おじさんの雑記帳 

「20世紀少年」の感想文そのほか 寺本匡俊 1960年生 東京在住

7月15日 感染経路  (第1277回)

本年7月15日、菅官房長官は午前中の記者会見の席上、「市中感染が大幅に広がっているという状況にはないという認識だ」などと述べたと、ニューズウィーク紙日本語版ほかにおいて報道がありました。違和感を覚えたのは私だけではなかったようで、我が家の会話でも、ネット上でも、認識が甘いのではないかという論調でした。

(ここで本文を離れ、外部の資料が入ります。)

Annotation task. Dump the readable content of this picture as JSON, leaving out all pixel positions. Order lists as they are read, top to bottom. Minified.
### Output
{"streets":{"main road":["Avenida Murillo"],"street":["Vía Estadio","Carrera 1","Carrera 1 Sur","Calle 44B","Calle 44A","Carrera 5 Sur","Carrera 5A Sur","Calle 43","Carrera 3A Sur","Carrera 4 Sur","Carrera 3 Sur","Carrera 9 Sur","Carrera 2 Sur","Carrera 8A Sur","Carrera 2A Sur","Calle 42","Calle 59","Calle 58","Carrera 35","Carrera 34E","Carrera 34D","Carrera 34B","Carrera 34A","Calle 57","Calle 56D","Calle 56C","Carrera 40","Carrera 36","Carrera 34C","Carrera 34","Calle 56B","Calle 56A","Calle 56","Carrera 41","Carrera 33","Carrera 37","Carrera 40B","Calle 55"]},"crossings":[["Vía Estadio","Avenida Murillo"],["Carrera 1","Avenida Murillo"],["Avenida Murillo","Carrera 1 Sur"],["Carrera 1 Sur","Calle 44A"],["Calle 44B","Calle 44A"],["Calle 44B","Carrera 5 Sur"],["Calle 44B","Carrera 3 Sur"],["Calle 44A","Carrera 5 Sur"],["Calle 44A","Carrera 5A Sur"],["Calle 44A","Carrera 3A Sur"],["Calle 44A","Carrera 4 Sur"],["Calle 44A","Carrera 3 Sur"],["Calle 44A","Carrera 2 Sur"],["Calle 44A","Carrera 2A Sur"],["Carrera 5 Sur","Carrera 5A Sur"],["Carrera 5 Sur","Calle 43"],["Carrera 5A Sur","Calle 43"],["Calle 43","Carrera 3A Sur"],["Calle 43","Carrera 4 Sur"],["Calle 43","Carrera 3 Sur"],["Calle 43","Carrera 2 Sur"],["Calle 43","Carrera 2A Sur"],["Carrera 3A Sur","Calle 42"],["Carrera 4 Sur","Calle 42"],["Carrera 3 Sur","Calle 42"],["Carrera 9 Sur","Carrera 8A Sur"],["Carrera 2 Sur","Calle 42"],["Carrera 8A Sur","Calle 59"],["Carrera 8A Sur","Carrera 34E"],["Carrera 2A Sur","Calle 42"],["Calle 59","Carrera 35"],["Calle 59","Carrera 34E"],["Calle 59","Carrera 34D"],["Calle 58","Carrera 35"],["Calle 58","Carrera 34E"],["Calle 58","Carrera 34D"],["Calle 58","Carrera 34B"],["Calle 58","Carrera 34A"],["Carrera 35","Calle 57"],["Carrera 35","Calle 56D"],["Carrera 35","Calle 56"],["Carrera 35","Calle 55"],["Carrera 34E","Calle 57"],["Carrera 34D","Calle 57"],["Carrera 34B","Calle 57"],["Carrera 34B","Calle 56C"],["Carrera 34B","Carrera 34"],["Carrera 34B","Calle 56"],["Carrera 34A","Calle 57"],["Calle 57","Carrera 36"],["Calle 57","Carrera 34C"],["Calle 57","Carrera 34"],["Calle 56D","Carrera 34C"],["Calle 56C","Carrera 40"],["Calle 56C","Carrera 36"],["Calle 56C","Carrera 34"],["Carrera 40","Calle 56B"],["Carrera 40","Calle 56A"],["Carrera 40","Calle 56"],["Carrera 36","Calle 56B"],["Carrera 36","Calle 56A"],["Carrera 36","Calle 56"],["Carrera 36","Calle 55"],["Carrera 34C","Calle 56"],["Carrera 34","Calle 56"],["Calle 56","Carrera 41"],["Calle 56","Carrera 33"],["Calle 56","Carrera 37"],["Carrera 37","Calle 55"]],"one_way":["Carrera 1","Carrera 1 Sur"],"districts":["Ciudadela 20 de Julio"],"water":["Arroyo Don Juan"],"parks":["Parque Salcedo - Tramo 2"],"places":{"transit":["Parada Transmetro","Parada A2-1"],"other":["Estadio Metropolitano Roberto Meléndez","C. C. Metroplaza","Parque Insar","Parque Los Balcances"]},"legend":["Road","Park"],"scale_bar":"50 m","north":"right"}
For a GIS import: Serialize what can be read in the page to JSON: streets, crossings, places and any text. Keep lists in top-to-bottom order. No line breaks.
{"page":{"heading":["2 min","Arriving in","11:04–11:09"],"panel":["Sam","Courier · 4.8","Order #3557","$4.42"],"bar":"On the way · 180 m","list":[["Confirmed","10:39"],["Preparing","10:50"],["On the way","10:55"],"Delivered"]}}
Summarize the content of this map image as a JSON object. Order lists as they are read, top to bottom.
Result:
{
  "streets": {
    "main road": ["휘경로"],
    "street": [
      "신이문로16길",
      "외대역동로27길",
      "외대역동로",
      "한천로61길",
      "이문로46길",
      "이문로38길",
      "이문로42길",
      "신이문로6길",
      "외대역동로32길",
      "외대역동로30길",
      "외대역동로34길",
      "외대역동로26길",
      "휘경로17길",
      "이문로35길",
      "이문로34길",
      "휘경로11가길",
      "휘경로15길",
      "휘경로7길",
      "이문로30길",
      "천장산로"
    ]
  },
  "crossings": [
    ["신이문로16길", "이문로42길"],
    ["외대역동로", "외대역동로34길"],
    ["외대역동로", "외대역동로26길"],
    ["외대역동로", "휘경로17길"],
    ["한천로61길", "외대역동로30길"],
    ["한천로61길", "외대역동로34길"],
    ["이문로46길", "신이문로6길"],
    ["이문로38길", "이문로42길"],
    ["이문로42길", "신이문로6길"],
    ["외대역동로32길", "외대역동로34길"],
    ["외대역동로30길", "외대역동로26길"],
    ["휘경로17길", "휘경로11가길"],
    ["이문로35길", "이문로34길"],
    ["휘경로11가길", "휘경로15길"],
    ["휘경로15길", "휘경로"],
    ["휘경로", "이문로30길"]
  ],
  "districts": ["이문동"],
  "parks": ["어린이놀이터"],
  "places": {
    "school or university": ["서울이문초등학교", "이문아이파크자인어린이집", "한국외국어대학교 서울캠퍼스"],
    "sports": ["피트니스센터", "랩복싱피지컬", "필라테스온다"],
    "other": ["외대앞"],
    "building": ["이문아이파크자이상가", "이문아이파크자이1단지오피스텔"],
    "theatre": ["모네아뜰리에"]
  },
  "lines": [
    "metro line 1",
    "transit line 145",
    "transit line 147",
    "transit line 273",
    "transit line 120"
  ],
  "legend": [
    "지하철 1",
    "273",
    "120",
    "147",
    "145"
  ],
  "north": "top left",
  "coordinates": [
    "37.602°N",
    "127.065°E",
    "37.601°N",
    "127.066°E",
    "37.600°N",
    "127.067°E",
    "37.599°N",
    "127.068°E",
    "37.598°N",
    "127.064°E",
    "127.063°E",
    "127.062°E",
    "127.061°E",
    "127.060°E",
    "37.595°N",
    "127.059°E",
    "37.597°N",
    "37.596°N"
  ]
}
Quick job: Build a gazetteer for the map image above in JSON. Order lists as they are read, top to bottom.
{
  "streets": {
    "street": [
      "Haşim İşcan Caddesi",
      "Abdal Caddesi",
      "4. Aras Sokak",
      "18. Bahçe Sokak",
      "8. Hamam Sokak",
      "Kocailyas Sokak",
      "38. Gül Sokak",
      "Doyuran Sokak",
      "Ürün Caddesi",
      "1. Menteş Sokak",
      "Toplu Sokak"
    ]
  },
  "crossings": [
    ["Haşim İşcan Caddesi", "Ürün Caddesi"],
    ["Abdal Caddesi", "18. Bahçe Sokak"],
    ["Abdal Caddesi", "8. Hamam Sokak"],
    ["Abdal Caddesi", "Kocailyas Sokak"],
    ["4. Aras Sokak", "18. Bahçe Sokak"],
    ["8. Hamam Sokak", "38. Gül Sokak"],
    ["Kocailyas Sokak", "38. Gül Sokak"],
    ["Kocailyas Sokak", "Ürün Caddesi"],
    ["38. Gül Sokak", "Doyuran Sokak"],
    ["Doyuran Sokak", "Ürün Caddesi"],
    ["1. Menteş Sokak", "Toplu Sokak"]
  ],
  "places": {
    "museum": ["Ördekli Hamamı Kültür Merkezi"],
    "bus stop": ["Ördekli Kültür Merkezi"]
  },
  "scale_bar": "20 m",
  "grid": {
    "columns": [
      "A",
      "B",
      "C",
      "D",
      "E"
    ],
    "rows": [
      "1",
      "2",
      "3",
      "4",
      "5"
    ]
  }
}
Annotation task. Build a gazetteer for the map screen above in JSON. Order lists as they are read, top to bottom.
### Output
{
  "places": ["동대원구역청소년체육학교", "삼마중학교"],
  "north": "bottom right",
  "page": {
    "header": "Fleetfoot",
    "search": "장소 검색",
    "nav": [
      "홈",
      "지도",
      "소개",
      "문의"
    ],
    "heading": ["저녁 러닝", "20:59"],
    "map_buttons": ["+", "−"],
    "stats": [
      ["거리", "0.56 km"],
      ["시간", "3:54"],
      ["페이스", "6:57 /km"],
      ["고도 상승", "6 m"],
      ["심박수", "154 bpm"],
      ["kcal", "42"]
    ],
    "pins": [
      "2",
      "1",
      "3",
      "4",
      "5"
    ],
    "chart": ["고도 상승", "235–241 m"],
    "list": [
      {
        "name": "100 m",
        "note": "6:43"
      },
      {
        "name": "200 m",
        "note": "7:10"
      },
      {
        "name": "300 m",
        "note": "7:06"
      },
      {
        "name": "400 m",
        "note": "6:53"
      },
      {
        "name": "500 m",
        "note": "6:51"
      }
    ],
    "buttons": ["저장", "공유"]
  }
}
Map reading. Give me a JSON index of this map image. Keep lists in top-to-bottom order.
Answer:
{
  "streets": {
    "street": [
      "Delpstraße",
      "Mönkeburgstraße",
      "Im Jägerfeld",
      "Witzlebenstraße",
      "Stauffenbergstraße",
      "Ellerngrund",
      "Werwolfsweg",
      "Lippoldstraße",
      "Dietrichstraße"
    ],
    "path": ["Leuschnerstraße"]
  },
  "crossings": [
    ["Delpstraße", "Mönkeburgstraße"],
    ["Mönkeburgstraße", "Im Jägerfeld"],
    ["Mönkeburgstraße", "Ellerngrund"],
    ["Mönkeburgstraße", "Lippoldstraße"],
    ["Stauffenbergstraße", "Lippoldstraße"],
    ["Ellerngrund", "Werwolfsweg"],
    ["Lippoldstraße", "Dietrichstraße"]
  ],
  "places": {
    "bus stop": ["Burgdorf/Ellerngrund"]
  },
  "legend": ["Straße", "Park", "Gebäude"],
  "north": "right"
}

私の周囲(家族親戚や仕事の関係者で直接知っている人)の中で、今のところ陽性反応が出た人はおらず、検査を受けていないが高熱などで寝込んでいるという人も、一人もいない。知り合いの知り合いに何人かいる程度ということもあって、コロナウイルスにおびえている人は聞く限りいない。でも単に度重なる出来事を通じて、国際・都政に不信感を抱いています。


このあと東京は200人を遙かに超える感染報告数を出し、とうとう我ら都民は「go to トラベル」キャンペーンの参加資格を剥奪され、同時にキャンペーンの立ち入り禁止区域内になった。東京駅で乗り換えない方が良いですよ。しかし、それは15日の段階では確実には分からない未来のことなので、14日までの数値を確かめてみようと思う。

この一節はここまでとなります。